The Châteauesque mansion, occupying the northwest corner of Fifth Avenue and West 57th Street, was constructed in 1883 for Cornelius Vanderbilt II, the eldest grandson of Commodore Cornelius Vanderbilt, founder of the family fortune. The ground level contained a drawing room, a dining room (which doubled as the art gallery), and a reception room. The second floor housed a salon, a music room, and a conservatory; the family bedrooms were on the remaining floors.

Cornelius, feeling that others were trying to outdo his house, bought all of the property on the Fifth Avenue block. He then hired George B. Post and Richard Morris Hunt to construct a much larger mansion, filling the entire block front. The interiors were done by the French design firm of Jules Allard and Sons, with many pieces in the house being imported from Europe.
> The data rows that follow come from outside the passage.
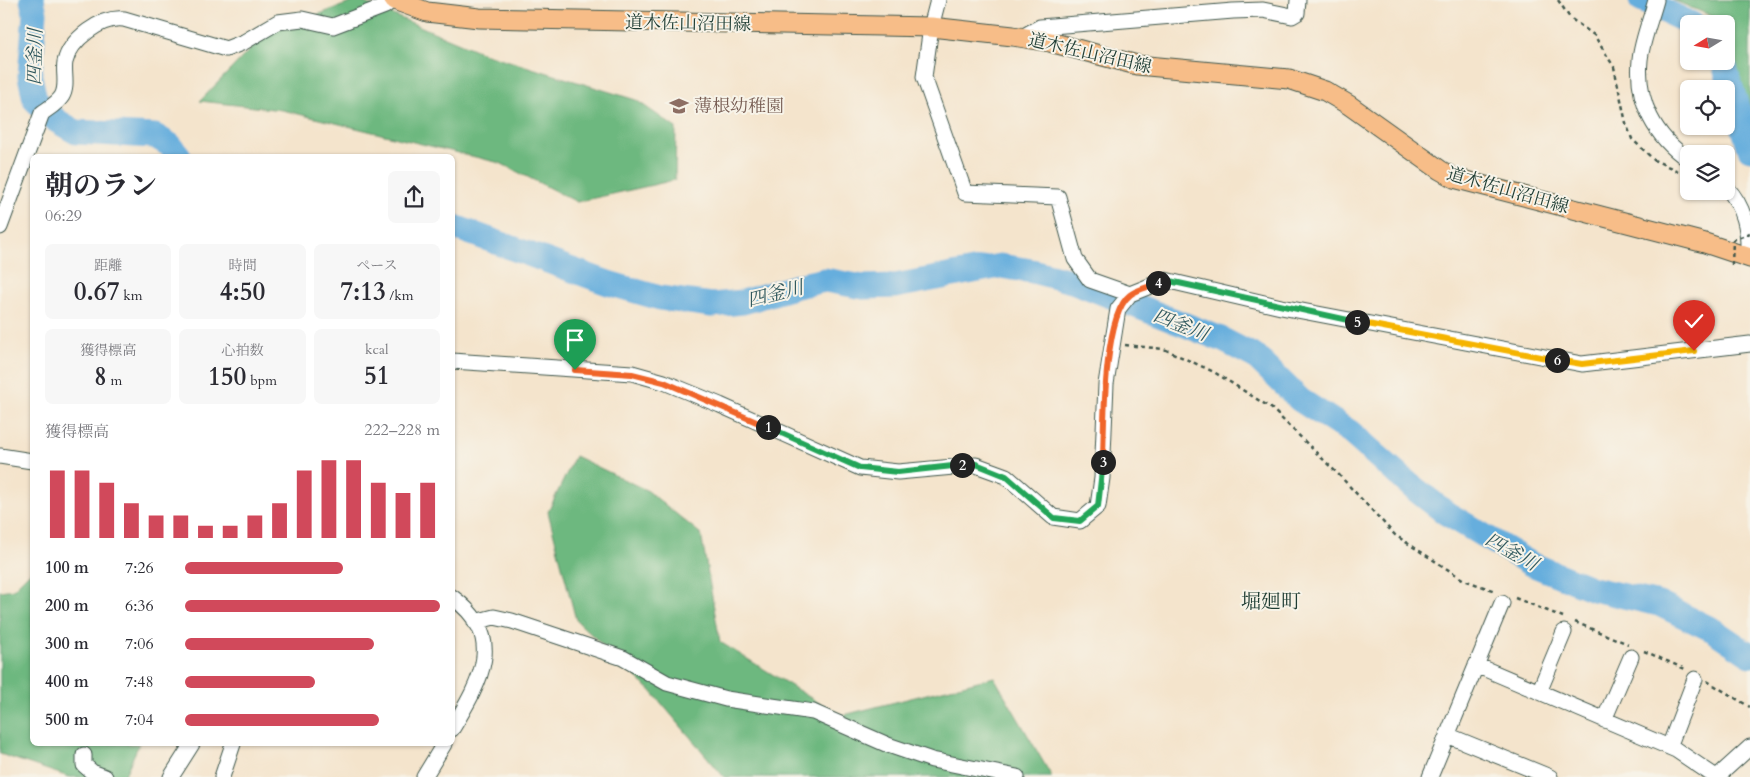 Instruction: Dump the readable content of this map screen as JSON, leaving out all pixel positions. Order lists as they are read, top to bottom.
{
  "streets": {
    "main road": ["道木佐山沼田線"]
  },
  "districts": ["堀廻町"],
  "water": ["四釜川"],
  "places": {
    "school or university": ["薄根幼稚園"]
  },
  "north": "left",
  "page": {
    "heading": ["朝のラン", "06:29"],
    "stats": [
      ["距離", "0.67 km"],
      ["時間", "4:50"],
      ["ペース", "7:13 /km"],
      ["獲得標高", "8 m"],
      ["心拍数", "150 bpm"],
      ["kcal", "51"]
    ],
    "pins": [
      "4",
      "5",
      "6",
      "1",
      "3",
      "2"
    ],
    "chart": ["獲得標高", "222–228 m"],
    "list": [
      {
        "name": "100 m",
        "note": "7:26"
      },
      {
        "name": "200 m",
        "note": "6:36"
      },
      {
        "name": "300 m",
        "note": "7:06"
      },
      {
        "name": "400 m",
        "note": "7:48"
      },
      {
        "name": "500 m",
        "note": "7:04"
      }
    ]
  }
}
The house was six stories tall, not including the basement, and also had a stable and a private garden next door. The first floor featured a five-story Caen stone entrance hall leading to the library, a small salon, a grand salon, a watercolor room, a two-story ballroom, and a two-story dining room that doubled as an art gallery. Also on the first floor were a two-story Moorish-inspired smoking room, a den, an office, a breakfast room, and a pantry. On the second floor were Mrs. Vanderbilt's bedroom, boudoir, bath, closet, and dressing room. Mr. Vanderbilt's bedroom was also on the second floor, as well as his bathroom, dressing room, closet, and private study.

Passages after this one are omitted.